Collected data
════════
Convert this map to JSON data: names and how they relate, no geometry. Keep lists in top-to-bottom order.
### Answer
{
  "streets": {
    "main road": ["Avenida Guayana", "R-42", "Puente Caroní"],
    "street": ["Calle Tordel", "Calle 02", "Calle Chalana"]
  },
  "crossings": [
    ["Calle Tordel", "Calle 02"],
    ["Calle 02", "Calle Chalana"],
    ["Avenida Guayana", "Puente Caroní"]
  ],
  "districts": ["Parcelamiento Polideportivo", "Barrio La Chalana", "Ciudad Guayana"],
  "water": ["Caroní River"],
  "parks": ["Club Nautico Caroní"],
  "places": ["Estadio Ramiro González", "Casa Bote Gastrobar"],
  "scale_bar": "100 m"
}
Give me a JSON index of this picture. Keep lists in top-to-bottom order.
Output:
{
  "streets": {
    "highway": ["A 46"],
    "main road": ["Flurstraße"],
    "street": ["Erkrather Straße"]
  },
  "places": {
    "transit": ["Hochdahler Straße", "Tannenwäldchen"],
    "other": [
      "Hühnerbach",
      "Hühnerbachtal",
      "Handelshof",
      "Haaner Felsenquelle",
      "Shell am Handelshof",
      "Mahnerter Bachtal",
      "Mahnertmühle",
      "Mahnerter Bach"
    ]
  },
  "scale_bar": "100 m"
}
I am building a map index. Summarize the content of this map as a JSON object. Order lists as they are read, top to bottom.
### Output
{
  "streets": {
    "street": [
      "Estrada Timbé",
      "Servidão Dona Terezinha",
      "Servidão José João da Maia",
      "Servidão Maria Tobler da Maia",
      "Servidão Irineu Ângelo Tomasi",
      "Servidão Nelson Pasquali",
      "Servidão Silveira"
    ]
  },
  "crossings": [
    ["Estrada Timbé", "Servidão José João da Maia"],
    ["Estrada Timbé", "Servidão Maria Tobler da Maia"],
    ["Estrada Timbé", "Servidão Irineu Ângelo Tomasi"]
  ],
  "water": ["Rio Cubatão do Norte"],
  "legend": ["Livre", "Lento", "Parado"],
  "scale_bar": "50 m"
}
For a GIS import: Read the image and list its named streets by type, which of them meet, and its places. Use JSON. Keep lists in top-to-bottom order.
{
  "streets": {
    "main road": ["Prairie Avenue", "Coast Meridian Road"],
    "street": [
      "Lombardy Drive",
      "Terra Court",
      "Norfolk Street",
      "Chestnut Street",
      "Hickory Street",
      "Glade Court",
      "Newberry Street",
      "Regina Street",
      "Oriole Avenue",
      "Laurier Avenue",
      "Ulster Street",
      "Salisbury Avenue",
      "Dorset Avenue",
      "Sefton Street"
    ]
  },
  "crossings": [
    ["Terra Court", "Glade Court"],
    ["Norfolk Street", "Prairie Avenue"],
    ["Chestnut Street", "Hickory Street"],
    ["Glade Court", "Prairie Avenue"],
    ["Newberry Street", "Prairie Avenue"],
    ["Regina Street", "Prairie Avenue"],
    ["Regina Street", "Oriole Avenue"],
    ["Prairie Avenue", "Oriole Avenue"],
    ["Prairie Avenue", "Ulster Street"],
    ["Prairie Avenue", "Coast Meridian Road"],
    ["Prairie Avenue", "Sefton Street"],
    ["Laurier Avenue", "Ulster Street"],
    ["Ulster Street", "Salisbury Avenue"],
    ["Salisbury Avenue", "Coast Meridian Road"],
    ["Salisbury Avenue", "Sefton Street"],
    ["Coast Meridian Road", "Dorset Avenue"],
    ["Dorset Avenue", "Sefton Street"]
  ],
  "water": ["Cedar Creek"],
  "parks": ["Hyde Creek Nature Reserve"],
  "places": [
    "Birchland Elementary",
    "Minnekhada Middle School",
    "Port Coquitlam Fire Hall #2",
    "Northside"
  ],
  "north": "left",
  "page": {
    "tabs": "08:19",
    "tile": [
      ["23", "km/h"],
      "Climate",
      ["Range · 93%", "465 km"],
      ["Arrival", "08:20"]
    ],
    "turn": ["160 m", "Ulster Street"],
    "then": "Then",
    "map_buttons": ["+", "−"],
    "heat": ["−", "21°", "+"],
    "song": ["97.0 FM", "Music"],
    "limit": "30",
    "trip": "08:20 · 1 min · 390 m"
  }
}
════════
### WORK REQUIRED:
Extract the first line above and each line after it up to and including the one with "Give me a JSON", please, exactly and with nothing else.

### RESULT OF THE TASK:
Convert this map to JSON data: names and how they relate, no geometry. Keep lists in top-to-bottom order.
### Answer
{
  "streets": {
    "main road": ["Avenida Guayana", "R-42", "Puente Caroní"],
    "street": ["Calle Tordel", "Calle 02", "Calle Chalana"]
  },
  "crossings": [
    ["Calle Tordel", "Calle 02"],
    ["Calle 02", "Calle Chalana"],
    ["Avenida Guayana", "Puente Caroní"]
  ],
  "districts": ["Parcelamiento Polideportivo", "Barrio La Chalana", "Ciudad Guayana"],
  "water": ["Caroní River"],
  "parks": ["Club Nautico Caroní"],
  "places": ["Estadio Ramiro González", "Casa Bote Gastrobar"],
  "scale_bar": "100 m"
}
Give me a JSON index of this picture. Keep lists in top-to-bottom order.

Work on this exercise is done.